Monday, May 9, 2011

Orioles for Tea!

Another Amalfi Cathedral shot. It's a gorgeous place, set up on a hillside - which is most of Amalfi. Everyone there has great legs!

I am so excited! A gorgeous black and orange Baltimore Oriole was at the bird feeder today. So beautiful! I hope they nest close to here, wish we had some elms for them.

Now that part of our creek has been "improved" for better water flow, leaving a huge mess, I can see the bridge for the side road. It is a lovely structure, all hand laid stone, without mortar. That's been there a while.

All you gardeners that want to grow tea plants, The Camellia Shop at has a selection of 5 or more, and an on-line, downloadable guide to growing and harvesting. I decided we are much too far north and it would involve far too much fussing on my part to attempt, but all of you in zones 7 south could fairly easily do it. Zones 9-10 would be easiest, of course. My guess is that these are not the super hardy Chinese clonals that grow in Darjeeling and Nepal. Sigh.

I went garden centering today and got lots of stuff to plant. We have to have deer resistant stuff, but I found a 2-fer daylily sale, with some super colors and some dwarf German bearded iris - this is not the early spring dwarf iris, but true miniatures of the usual kind. It is supposed to be warm this week, so maybe things can go in, I hope, I hope.

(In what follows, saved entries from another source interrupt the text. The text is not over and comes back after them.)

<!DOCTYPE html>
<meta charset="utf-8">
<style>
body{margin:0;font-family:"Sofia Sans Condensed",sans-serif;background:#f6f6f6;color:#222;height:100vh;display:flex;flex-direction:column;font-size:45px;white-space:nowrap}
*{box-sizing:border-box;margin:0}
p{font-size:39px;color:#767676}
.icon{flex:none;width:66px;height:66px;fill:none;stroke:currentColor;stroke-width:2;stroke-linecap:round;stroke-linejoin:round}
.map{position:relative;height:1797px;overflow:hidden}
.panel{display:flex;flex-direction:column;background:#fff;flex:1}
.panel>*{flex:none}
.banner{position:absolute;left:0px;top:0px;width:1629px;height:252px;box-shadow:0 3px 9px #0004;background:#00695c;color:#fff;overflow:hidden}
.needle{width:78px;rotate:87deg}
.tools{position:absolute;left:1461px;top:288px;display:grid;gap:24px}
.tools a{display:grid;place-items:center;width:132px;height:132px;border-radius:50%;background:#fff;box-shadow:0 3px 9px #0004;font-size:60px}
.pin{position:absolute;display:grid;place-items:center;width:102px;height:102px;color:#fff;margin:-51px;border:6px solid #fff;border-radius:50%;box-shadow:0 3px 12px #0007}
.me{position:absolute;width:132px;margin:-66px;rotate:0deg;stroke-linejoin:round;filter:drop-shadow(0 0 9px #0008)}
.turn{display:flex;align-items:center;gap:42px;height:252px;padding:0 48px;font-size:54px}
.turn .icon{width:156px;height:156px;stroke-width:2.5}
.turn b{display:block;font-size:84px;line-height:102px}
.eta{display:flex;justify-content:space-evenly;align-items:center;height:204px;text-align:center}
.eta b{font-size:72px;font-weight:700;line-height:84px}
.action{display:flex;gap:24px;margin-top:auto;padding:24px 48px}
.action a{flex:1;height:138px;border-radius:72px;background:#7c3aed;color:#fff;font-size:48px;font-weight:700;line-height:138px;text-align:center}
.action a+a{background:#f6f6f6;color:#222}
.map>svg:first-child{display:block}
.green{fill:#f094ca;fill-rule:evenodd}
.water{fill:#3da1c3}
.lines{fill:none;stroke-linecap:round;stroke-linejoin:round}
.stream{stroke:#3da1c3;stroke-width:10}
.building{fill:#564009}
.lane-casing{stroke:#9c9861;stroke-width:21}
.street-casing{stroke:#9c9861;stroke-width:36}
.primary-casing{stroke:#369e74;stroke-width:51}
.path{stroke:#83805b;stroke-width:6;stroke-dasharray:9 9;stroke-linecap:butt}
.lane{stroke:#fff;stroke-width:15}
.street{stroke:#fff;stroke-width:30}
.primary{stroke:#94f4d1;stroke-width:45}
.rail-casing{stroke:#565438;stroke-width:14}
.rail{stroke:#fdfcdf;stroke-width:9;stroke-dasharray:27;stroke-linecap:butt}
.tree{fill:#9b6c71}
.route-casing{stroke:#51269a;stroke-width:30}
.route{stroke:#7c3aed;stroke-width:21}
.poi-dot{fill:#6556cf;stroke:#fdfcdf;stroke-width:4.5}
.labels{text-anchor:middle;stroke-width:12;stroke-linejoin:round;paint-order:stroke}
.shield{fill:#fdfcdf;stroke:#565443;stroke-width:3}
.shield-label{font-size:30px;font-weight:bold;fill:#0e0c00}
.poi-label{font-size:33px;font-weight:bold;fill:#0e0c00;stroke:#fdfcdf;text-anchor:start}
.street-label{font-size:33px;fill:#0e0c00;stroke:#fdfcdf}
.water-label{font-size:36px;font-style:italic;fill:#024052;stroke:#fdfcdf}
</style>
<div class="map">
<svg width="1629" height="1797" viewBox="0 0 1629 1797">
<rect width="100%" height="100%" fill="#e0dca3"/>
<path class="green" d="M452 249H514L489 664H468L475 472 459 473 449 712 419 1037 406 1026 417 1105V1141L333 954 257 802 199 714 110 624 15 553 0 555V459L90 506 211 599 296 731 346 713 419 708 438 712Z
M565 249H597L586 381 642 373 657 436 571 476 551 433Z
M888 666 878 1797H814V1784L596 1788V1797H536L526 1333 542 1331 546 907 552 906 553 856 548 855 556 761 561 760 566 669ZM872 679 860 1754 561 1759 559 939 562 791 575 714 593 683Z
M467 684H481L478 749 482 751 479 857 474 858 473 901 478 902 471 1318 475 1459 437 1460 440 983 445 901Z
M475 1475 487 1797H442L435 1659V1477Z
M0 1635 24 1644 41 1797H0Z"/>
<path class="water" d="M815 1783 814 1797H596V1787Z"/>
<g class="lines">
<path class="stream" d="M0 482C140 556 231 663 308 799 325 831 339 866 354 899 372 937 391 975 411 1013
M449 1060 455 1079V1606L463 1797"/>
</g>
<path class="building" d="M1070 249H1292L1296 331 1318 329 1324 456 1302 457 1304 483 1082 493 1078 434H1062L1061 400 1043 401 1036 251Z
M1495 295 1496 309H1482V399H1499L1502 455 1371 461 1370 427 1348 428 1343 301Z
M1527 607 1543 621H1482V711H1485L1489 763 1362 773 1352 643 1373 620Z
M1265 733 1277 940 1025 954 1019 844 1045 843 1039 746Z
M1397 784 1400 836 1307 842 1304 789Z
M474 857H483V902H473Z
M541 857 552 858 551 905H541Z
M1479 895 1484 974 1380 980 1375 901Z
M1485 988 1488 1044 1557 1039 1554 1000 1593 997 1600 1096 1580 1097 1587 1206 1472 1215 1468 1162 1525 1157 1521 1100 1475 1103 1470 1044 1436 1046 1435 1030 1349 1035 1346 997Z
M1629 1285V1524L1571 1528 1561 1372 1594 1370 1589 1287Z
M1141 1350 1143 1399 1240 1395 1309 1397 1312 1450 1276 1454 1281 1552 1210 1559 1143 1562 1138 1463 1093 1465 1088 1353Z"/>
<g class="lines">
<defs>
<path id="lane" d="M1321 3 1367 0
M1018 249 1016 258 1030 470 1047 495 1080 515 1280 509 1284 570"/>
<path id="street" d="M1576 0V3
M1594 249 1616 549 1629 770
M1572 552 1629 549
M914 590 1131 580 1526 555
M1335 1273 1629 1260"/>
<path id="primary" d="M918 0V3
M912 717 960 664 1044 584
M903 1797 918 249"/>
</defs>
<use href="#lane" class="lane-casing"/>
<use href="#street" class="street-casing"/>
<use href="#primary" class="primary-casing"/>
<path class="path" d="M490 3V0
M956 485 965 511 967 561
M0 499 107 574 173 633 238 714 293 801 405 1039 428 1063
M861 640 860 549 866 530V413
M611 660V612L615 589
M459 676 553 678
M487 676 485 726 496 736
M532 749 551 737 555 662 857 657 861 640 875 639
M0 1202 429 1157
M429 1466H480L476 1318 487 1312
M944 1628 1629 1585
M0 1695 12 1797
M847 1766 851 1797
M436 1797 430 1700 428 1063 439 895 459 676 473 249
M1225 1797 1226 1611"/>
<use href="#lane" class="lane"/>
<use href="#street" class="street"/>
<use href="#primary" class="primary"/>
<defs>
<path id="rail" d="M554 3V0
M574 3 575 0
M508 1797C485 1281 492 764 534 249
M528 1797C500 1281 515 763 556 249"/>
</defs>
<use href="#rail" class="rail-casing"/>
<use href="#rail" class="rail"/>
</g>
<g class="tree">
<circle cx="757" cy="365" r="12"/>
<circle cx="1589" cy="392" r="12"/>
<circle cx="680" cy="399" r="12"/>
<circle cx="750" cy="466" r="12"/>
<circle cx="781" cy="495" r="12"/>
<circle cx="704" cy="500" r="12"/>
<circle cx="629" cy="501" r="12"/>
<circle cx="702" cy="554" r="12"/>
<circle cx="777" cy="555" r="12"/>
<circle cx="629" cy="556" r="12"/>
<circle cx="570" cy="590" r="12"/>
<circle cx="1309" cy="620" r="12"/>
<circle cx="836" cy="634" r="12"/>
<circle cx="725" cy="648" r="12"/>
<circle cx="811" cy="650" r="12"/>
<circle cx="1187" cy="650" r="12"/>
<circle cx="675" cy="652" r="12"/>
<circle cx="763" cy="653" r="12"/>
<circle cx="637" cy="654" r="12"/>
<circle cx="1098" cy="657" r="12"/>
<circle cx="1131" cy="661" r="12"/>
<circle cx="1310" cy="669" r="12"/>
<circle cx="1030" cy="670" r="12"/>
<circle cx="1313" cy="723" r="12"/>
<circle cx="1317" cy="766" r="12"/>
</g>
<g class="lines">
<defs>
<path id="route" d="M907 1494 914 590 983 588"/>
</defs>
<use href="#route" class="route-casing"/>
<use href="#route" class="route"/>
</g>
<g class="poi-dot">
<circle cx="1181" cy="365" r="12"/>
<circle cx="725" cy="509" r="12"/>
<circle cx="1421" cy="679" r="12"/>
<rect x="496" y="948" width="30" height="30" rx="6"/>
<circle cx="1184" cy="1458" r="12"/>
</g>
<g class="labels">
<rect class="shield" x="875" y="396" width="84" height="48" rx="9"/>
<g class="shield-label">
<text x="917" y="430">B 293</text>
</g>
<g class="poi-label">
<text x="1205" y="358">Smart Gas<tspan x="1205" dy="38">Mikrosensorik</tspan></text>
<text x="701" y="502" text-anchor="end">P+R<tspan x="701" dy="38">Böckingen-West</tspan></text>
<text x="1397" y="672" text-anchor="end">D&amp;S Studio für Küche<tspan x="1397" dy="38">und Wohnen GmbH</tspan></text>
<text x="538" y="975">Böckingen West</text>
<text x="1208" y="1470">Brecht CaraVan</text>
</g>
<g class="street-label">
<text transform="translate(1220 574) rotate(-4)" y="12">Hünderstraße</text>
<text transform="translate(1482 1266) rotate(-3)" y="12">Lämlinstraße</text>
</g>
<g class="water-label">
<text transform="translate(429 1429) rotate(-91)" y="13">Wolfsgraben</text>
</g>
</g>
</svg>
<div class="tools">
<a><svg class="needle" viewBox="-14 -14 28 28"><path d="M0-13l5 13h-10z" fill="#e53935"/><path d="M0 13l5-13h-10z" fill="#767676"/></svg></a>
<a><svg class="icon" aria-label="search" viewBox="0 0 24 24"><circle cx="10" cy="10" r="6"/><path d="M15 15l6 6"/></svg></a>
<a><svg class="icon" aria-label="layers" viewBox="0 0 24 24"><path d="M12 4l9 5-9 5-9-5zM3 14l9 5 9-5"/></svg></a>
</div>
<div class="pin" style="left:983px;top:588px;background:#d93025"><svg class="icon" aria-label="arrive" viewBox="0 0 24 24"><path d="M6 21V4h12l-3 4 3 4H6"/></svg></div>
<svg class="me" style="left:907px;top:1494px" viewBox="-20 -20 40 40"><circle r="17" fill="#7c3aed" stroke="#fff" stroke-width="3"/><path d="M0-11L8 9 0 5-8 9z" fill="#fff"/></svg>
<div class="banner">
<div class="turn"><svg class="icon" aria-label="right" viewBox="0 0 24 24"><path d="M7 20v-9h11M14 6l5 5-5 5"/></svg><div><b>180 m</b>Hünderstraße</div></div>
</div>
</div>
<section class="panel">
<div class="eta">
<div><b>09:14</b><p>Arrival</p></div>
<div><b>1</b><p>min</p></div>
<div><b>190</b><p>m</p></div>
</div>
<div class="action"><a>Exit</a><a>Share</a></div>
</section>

I found a packet of the American Tea Room's Giddapahar China Delight, a Darjeeling in my clean out the cupboards frenzy. It is a first flush from the Eagles Nest, a family owned estate. I brewed it for 3 minutes with 190 degree water. Dry, the leaves were a mix of green, brown and silver. They smelled of bananas and nuts. The liquor was a lovely gold, giving off an aroma that was again nutty and biscuit like. Which is what the tea flavor was, with a floral or sweet edge. I guess that all comes pretty close to the description of floral, honey and almond, doesn't it? It's always nice to know your palate is functional.

1 comment:

Alex Zorach said...

I love reading about your bird observations too. I've been seeing a lot of orioles lately...and a first for me, I photographed an orchard oriole! I do not see them very often and they're usually rather far off, but I got a camera with good zoom and got a decent picture of one finally.